Hope u are clear right now.
select ename ,sal ,rank() over (order by sal desc) ranking from emp;
Try this one.
Follow this link, all the things regarding nth highest row is given over here in oracle:
http://www.oratable.com/nth-highest-salary-in-oracle/
Use of rownum is a tricky affair. Safest bet is to use it only when you want to limit the number of results to be shown. For example rownum<2 or rownum<=5.
Why rownum=2 will not work?
Read here - http://www.oracle.com/technetwork/issue-archive/2006/06-sep/o56asktom-086197.html
In summary, this is how oracle execute a query
The FROM/WHERE clause goes first.
ROWNUM is assigned and incremented to each output row from the FROM/WHERE clause.
SELECT is applied.
GROUP BY is applied.
HAVING is applied.
ORDER BY is applied.
rownum<=2 clause will get converted to
ROWNUM = 1
for x in
( select * from emp )
loop
exit when NOT(ROWNUM <= 2)
OUTPUT record to temp
ROWNUM = ROWNUM+1
end loop
SORT TEMP
if you change exit when NOT(ROWNUM <= 2) with rownnum=2, you can see it will fail in the first run itself
So if I cannot use rownum, what can I use. Try using row_number() http://docs.oracle.com/cd/B19306_01/server.102/b14200/functions137.htm
It works something like
SELECT last_name FROM
(SELECT last_name, ROW_NUMBER() OVER (ORDER BY last_name) R FROM employees)
WHERE R BETWEEN 51 and 100;
rownum in a condition stops evaluating the first time it fails. On the first row returned, rownum is 1, therefore it fails the rownum = 2 test and stops trying. There's an excellent post about it here.

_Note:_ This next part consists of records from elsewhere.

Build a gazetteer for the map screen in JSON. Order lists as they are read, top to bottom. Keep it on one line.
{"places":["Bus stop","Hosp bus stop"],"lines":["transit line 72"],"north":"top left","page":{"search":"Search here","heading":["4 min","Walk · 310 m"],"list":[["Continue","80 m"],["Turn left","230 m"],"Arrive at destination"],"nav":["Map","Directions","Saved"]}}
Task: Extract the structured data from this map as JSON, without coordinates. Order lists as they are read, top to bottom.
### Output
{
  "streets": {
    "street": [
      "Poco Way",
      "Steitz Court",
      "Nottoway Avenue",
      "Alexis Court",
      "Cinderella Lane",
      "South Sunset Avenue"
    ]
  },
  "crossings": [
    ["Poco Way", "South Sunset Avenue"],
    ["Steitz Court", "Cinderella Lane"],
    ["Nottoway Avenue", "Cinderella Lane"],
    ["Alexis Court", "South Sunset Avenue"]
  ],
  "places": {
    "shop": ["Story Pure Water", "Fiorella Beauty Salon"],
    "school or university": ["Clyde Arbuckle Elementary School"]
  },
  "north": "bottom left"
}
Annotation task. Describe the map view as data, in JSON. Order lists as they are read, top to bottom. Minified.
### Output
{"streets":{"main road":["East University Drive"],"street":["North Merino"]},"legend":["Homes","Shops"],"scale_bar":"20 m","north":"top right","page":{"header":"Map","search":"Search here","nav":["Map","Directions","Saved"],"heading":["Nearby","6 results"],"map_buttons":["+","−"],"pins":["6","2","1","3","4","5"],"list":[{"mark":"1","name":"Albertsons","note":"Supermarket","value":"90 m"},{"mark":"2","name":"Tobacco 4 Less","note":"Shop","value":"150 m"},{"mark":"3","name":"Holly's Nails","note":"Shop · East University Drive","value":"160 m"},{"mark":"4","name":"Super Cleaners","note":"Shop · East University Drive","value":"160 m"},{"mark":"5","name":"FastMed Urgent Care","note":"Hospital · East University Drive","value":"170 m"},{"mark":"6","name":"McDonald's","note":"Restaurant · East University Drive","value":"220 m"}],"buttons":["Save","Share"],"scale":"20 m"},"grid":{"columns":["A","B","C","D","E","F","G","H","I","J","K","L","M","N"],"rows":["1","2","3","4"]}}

To get the second-highest salary, use the Oracle analytical DENSE_RANK function:
SELECT DISTINCT Salary FROM (
SELECT Salary, DENSE_RANK() OVER (ORDER BY Salary DESC) AS SalaryRank
FROM e_salary)
WHERE SalaryRank = 2
Note that if there's a tie for second, the query could return more than one value. That's why the outer SELECT is a SELECT DISTINCT.
First you should understand what the rownum is. Let me give you an example,
you want to get data with a filter and rownum=2,
first Oracle executes the sql with filter and get the first record,
give it the rownum 1,
and then compare it the rownum filter rownum=2, which doesn't match, so discard record,
then get second record, give it rownum=1(if the first record is matched then the rownum will be 2) too, then do the compare............
So you can find the reason.
Without using rownum command you can get the second highest salary by using this query:
select MAX(Salary) from Employee
WHERE Salary NOT IN
(select MAX(Salary) from Employee )
or,
select MAX(Salary) from Employee
WHERE Salary <>
(select MAX(Salary) from Employee )
query for nth highest:
SELECT * FROM Employee Emp1
WHERE (N-1) =
(SELECT COUNT(DISTINCT(Emp2.Salary))FROM Employee Emp2
WHERE Emp2.Salary > Emp1.Salary)
From what I understand, rownum numbers the rows in a result set.
So, in your example:
select * from table1 where rownum=2
How many rows are there going to be in the result set? Therefore, what rownum would be assigned to such a row? Can you see now why no result is actually returned?
In general, you should avoid relying on rownum, or any features that imply an order to results. Try to think about working with the entire set of results.
With that being said, I believe the following would work:
select * from (select rownum as rn,table1.* from table1) as t where t.rn = 2
Because in that case, you're numbering the rows within the subquery.